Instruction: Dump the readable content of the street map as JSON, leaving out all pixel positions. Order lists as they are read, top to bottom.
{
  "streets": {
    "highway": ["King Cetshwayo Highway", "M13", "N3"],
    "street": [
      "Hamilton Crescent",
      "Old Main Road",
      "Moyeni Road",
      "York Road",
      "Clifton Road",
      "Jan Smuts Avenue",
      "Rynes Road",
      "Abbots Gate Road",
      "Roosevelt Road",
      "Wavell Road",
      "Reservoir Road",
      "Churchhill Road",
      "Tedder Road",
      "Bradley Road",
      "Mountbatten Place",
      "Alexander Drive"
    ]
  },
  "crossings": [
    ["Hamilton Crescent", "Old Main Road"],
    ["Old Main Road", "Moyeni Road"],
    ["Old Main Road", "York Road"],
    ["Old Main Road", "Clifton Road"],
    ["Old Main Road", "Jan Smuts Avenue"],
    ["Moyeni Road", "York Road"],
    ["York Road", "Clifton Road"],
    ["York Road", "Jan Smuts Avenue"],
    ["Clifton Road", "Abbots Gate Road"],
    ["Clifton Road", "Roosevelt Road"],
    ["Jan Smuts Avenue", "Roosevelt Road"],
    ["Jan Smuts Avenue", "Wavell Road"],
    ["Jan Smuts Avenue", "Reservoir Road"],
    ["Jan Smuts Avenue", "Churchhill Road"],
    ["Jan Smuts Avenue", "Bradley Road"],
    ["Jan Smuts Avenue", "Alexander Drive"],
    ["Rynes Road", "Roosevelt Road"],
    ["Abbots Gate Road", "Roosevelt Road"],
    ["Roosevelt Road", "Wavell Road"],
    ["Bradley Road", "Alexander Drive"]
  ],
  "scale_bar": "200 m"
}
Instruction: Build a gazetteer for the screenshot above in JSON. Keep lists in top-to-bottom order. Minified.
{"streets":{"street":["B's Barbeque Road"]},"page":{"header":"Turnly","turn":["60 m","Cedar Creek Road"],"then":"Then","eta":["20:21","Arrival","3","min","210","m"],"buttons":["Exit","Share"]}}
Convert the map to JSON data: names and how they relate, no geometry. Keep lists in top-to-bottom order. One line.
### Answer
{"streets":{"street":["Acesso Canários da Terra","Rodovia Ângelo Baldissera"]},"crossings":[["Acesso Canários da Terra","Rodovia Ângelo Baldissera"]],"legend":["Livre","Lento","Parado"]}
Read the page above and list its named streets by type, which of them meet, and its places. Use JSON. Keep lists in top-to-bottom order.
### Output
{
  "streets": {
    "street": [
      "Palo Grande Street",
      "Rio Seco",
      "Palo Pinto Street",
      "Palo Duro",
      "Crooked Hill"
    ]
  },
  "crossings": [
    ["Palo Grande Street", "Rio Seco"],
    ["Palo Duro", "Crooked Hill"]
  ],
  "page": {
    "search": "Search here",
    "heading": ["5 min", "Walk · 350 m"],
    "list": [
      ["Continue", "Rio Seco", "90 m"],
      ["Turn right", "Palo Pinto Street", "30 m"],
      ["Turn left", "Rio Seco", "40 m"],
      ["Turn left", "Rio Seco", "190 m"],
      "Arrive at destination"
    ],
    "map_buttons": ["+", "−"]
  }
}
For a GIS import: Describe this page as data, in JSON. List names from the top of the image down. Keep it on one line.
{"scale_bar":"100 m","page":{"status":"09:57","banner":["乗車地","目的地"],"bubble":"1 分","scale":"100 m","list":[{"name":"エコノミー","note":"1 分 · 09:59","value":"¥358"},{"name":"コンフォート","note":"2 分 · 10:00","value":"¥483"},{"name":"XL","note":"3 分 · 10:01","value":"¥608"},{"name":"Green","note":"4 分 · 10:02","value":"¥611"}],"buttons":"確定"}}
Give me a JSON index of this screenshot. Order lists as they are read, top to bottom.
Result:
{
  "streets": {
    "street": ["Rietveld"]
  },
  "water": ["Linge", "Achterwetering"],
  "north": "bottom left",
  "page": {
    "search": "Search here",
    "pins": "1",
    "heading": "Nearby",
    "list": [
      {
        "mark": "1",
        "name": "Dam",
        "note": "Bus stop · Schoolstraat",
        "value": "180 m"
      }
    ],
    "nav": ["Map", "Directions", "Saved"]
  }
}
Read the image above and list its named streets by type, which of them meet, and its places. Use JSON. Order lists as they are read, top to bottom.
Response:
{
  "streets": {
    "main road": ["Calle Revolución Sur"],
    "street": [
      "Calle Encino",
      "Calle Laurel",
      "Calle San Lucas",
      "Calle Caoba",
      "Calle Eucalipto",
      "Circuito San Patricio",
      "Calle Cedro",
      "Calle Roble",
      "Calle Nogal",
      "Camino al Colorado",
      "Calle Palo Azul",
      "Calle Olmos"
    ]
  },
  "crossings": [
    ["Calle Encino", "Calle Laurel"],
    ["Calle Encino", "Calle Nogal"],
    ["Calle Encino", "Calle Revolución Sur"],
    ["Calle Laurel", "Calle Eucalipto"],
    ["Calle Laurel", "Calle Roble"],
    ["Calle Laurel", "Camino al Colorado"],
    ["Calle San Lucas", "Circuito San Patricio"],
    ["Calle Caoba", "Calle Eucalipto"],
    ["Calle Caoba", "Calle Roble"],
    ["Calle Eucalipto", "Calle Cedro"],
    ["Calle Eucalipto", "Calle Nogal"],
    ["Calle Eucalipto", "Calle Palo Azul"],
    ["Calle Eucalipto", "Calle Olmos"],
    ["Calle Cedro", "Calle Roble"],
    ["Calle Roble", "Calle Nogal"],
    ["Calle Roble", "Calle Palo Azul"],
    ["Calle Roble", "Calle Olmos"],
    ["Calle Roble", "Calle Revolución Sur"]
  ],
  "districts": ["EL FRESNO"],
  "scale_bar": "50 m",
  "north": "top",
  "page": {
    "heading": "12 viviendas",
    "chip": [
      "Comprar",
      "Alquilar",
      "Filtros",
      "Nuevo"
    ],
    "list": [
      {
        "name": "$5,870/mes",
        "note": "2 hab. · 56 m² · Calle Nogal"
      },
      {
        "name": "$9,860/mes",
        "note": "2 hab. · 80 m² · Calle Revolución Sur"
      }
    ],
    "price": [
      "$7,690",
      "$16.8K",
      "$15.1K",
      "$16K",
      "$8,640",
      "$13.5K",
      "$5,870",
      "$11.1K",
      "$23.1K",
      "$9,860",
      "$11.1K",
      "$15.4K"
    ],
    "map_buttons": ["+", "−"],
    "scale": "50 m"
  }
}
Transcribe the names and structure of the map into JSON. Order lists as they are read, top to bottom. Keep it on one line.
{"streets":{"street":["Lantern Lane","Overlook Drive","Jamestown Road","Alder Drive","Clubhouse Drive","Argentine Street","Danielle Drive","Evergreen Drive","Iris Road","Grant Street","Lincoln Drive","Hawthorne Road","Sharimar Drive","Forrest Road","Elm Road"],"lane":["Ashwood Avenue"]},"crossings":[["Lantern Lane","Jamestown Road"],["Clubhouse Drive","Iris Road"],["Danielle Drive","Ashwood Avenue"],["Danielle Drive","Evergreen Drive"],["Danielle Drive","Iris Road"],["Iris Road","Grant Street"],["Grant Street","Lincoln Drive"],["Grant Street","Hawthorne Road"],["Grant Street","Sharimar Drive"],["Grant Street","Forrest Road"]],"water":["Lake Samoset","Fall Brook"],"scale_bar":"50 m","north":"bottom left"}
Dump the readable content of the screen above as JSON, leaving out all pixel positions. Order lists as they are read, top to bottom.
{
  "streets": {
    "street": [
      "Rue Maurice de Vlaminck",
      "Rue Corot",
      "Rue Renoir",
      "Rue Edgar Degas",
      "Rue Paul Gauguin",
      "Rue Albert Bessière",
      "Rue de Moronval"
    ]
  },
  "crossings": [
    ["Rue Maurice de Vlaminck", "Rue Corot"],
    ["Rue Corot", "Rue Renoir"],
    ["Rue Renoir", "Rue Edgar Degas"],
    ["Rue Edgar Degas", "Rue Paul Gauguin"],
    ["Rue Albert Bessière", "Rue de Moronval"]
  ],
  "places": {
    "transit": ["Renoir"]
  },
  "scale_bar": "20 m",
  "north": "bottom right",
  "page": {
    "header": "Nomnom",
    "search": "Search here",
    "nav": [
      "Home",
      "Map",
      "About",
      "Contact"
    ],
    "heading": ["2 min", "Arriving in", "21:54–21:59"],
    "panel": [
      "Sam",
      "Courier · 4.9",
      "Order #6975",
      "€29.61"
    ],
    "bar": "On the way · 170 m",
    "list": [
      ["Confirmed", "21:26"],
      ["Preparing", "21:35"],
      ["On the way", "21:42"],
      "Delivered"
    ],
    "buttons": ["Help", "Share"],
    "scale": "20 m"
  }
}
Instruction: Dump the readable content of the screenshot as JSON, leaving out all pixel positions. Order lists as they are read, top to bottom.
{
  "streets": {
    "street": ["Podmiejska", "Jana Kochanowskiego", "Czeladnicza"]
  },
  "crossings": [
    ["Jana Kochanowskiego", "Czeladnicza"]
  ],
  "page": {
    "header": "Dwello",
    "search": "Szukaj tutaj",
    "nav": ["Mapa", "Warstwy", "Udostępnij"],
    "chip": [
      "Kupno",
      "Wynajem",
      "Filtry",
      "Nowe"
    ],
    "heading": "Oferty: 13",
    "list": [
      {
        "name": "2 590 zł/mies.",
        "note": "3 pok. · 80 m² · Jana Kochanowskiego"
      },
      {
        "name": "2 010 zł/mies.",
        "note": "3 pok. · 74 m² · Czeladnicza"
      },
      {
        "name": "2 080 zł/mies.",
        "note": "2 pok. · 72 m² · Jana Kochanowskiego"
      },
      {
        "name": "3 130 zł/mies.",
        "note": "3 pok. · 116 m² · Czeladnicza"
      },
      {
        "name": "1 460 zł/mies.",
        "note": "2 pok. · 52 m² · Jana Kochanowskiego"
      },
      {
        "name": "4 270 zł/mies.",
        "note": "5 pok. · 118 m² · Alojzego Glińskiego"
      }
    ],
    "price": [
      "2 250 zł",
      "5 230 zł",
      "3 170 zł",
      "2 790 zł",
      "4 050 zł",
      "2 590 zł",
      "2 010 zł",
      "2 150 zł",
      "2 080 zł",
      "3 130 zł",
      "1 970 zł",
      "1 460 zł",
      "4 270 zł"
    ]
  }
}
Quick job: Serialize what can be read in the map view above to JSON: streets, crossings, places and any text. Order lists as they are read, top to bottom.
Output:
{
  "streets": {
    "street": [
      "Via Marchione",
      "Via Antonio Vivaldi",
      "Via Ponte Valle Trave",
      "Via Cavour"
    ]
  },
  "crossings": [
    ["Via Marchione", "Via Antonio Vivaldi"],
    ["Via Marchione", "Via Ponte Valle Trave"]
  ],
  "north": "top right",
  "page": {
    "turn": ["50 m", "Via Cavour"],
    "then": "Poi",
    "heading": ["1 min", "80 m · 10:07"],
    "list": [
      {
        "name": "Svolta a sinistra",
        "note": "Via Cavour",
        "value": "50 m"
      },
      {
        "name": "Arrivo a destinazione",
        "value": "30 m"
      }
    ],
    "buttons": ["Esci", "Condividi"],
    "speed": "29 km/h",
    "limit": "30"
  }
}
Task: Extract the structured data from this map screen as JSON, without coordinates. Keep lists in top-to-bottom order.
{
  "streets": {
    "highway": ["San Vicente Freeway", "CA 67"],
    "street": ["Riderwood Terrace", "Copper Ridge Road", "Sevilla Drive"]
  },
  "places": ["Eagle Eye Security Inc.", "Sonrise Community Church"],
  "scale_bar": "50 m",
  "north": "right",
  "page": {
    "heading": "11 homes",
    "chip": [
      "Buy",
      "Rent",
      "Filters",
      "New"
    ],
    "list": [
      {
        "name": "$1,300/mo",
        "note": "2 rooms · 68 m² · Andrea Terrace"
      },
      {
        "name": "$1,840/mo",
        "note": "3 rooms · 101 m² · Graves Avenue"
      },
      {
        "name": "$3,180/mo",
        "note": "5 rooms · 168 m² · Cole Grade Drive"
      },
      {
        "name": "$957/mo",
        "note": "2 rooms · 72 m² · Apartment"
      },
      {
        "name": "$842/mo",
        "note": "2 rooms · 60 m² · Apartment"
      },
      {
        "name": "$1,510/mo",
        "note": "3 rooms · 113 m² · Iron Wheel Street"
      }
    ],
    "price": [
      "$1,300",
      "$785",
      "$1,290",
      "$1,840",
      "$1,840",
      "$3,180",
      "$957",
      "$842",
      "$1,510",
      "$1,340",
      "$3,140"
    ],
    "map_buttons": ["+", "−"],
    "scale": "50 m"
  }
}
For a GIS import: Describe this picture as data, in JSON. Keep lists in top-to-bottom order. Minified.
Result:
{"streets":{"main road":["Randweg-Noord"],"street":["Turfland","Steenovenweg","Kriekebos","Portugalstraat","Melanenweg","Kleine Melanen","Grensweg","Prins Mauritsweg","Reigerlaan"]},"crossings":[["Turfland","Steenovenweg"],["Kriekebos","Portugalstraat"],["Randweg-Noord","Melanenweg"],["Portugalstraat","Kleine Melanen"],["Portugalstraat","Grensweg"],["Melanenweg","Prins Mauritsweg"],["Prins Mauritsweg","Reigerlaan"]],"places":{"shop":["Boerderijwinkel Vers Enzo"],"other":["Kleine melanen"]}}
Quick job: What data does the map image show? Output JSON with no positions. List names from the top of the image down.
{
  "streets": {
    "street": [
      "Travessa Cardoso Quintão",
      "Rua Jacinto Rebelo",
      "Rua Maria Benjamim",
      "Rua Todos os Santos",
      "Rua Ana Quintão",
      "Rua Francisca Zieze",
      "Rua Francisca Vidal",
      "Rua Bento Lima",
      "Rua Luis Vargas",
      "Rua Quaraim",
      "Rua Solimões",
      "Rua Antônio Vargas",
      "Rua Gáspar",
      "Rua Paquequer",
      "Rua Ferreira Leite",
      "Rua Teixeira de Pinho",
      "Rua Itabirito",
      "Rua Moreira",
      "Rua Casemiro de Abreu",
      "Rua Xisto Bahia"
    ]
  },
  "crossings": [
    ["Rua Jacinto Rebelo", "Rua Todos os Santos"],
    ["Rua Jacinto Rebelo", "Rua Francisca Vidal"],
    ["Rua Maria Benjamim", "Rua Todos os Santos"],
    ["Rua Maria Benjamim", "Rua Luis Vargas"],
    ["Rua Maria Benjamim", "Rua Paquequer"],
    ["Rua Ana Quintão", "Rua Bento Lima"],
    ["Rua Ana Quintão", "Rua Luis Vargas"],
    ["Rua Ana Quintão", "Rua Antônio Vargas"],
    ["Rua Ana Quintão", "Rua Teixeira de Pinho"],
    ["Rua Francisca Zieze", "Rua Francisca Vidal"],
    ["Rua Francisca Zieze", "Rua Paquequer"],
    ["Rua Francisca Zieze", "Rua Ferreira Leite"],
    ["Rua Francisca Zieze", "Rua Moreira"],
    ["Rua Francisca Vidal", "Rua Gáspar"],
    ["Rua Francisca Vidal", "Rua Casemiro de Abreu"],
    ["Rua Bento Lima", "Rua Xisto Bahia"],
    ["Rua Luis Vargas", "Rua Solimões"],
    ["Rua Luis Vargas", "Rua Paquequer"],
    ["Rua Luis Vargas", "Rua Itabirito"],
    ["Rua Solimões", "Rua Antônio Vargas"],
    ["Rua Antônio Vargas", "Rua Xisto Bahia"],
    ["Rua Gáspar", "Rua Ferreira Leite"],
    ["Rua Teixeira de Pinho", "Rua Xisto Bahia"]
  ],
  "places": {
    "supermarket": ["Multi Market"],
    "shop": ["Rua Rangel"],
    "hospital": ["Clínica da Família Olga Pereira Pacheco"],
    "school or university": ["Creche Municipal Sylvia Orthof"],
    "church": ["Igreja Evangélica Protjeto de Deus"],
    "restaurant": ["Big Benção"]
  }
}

▸ Your assignment
Look through the entries above. Copy each line in which the string "mies" occurs.

▸ Response to this task
        "name": "2 590 zł/mies.",
        "name": "2 010 zł/mies.",
        "name": "2 080 zł/mies.",
        "name": "3 130 zł/mies.",
        "name": "1 460 zł/mies.",
        "name": "4 270 zł/mies.",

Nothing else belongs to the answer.